* WHAT NEEDS TO BE DONE
Retype the data below without altering anything.

* ENTRIES PROVIDED
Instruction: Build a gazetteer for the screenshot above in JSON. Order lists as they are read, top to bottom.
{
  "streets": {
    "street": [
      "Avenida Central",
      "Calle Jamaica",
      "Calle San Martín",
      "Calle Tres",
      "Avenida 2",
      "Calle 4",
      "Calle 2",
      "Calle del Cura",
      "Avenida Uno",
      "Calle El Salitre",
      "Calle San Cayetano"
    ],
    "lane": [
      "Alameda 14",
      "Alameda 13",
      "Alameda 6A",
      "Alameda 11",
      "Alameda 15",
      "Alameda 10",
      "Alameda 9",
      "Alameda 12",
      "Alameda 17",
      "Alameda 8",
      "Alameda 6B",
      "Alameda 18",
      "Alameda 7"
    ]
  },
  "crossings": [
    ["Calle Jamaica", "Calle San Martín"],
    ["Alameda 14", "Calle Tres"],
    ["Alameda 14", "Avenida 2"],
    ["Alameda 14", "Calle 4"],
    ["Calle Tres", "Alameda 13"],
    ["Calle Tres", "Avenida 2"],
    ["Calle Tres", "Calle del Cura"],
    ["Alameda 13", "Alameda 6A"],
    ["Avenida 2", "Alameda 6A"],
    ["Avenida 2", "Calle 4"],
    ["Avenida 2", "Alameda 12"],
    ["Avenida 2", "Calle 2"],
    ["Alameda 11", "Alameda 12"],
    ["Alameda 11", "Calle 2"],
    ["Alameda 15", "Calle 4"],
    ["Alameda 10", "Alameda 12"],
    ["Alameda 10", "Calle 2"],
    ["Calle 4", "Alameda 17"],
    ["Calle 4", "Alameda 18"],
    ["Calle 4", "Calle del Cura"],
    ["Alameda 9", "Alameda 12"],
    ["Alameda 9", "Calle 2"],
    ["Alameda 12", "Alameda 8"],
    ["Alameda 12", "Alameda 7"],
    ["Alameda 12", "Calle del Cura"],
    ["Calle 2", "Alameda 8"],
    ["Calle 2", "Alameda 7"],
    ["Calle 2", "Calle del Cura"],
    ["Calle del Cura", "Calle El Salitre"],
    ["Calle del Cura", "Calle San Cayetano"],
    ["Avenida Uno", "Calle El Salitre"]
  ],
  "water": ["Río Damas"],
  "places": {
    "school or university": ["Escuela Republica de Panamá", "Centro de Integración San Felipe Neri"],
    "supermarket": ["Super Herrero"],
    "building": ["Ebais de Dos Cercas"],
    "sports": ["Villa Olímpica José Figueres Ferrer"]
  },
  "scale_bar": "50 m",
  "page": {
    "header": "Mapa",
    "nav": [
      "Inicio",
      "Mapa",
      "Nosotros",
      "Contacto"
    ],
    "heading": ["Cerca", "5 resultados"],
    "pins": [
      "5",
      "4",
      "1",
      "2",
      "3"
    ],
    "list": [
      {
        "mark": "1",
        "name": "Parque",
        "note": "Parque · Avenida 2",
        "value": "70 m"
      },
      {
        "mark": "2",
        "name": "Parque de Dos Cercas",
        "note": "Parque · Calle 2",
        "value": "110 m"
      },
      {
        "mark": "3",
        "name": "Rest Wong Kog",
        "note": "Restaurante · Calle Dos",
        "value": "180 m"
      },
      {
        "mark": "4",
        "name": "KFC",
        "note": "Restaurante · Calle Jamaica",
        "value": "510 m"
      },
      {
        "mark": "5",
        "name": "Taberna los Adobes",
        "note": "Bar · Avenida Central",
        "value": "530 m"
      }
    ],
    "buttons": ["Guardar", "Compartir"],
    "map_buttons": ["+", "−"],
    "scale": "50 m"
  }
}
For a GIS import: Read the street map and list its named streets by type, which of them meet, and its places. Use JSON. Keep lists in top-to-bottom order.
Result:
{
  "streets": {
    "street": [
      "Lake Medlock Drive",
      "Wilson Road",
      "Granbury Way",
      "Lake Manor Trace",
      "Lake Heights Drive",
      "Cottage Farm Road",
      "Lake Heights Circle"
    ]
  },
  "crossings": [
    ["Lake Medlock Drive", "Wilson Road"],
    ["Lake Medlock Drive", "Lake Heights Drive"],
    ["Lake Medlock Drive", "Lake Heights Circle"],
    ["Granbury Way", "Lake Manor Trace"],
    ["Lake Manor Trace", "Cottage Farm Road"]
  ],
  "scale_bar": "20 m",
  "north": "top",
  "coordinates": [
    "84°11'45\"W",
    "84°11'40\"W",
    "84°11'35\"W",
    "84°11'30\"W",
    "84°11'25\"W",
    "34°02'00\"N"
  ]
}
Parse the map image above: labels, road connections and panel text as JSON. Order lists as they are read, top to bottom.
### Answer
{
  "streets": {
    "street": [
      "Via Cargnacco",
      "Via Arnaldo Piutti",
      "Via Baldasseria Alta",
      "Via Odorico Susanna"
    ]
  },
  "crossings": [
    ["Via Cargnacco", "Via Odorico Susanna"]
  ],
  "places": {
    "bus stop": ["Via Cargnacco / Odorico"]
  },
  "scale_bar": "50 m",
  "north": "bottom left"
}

* WRITTEN RESPONSE
Instruction: Build a gazetteer for the screenshot above in JSON. Order lists as they are read, top to bottom.
{
  "streets": {
    "street": [
      "Avenida Central",
      "Calle Jamaica",
      "Calle San Martín",
      "Calle Tres",
      "Avenida 2",
      "Calle 4",
      "Calle 2",
      "Calle del Cura",
      "Avenida Uno",
      "Calle El Salitre",
      "Calle San Cayetano"
    ],
    "lane": [
      "Alameda 14",
      "Alameda 13",
      "Alameda 6A",
      "Alameda 11",
      "Alameda 15",
      "Alameda 10",
      "Alameda 9",
      "Alameda 12",
      "Alameda 17",
      "Alameda 8",
      "Alameda 6B",
      "Alameda 18",
      "Alameda 7"
    ]
  },
  "crossings": [
    ["Calle Jamaica", "Calle San Martín"],
    ["Alameda 14", "Calle Tres"],
    ["Alameda 14", "Avenida 2"],
    ["Alameda 14", "Calle 4"],
    ["Calle Tres", "Alameda 13"],
    ["Calle Tres", "Avenida 2"],
    ["Calle Tres", "Calle del Cura"],
    ["Alameda 13", "Alameda 6A"],
    ["Avenida 2", "Alameda 6A"],
    ["Avenida 2", "Calle 4"],
    ["Avenida 2", "Alameda 12"],
    ["Avenida 2", "Calle 2"],
    ["Alameda 11", "Alameda 12"],
    ["Alameda 11", "Calle 2"],
    ["Alameda 15", "Calle 4"],
    ["Alameda 10", "Alameda 12"],
    ["Alameda 10", "Calle 2"],
    ["Calle 4", "Alameda 17"],
    ["Calle 4", "Alameda 18"],
    ["Calle 4", "Calle del Cura"],
    ["Alameda 9", "Alameda 12"],
    ["Alameda 9", "Calle 2"],
    ["Alameda 12", "Alameda 8"],
    ["Alameda 12", "Alameda 7"],
    ["Alameda 12", "Calle del Cura"],
    ["Calle 2", "Alameda 8"],
    ["Calle 2", "Alameda 7"],
    ["Calle 2", "Calle del Cura"],
    ["Calle del Cura", "Calle El Salitre"],
    ["Calle del Cura", "Calle San Cayetano"],
    ["Avenida Uno", "Calle El Salitre"]
  ],
  "water": ["Río Damas"],
  "places": {
    "school or university": ["Escuela Republica de Panamá", "Centro de Integración San Felipe Neri"],
    "supermarket": ["Super Herrero"],
    "building": ["Ebais de Dos Cercas"],
    "sports": ["Villa Olímpica José Figueres Ferrer"]
  },
  "scale_bar": "50 m",
  "page": {
    "header": "Mapa",
    "nav": [
      "Inicio",
      "Mapa",
      "Nosotros",
      "Contacto"
    ],
    "heading": ["Cerca", "5 resultados"],
    "pins": [
      "5",
      "4",
      "1",
      "2",
      "3"
    ],
    "list": [
      {
        "mark": "1",
        "name": "Parque",
        "note": "Parque · Avenida 2",
        "value": "70 m"
      },
      {
        "mark": "2",
        "name": "Parque de Dos Cercas",
        "note": "Parque · Calle 2",
        "value": "110 m"
      },
      {
        "mark": "3",
        "name": "Rest Wong Kog",
        "note": "Restaurante · Calle Dos",
        "value": "180 m"
      },
      {
        "mark": "4",
        "name": "KFC",
        "note": "Restaurante · Calle Jamaica",
        "value": "510 m"
      },
      {
        "mark": "5",
        "name": "Taberna los Adobes",
        "note": "Bar · Avenida Central",
        "value": "530 m"
      }
    ],
    "buttons": ["Guardar", "Compartir"],
    "map_buttons": ["+", "−"],
    "scale": "50 m"
  }
}
For a GIS import: Read the street map and list its named streets by type, which of them meet, and its places. Use JSON. Keep lists in top-to-bottom order.
Result:
{
  "streets": {
    "street": [
      "Lake Medlock Drive",
      "Wilson Road",
      "Granbury Way",
      "Lake Manor Trace",
      "Lake Heights Drive",
      "Cottage Farm Road",
      "Lake Heights Circle"
    ]
  },
  "crossings": [
    ["Lake Medlock Drive", "Wilson Road"],
    ["Lake Medlock Drive", "Lake Heights Drive"],
    ["Lake Medlock Drive", "Lake Heights Circle"],
    ["Granbury Way", "Lake Manor Trace"],
    ["Lake Manor Trace", "Cottage Farm Road"]
  ],
  "scale_bar": "20 m",
  "north": "top",
  "coordinates": [
    "84°11'45\"W",
    "84°11'40\"W",
    "84°11'35\"W",
    "84°11'30\"W",
    "84°11'25\"W",
    "34°02'00\"N"
  ]
}
Parse the map image above: labels, road connections and panel text as JSON. Order lists as they are read, top to bottom.
### Answer
{
  "streets": {
    "street": [
      "Via Cargnacco",
      "Via Arnaldo Piutti",
      "Via Baldasseria Alta",
      "Via Odorico Susanna"
    ]
  },
  "crossings": [
    ["Via Cargnacco", "Via Odorico Susanna"]
  ],
  "places": {
    "bus stop": ["Via Cargnacco / Odorico"]
  },
  "scale_bar": "50 m",
  "north": "bottom left"
}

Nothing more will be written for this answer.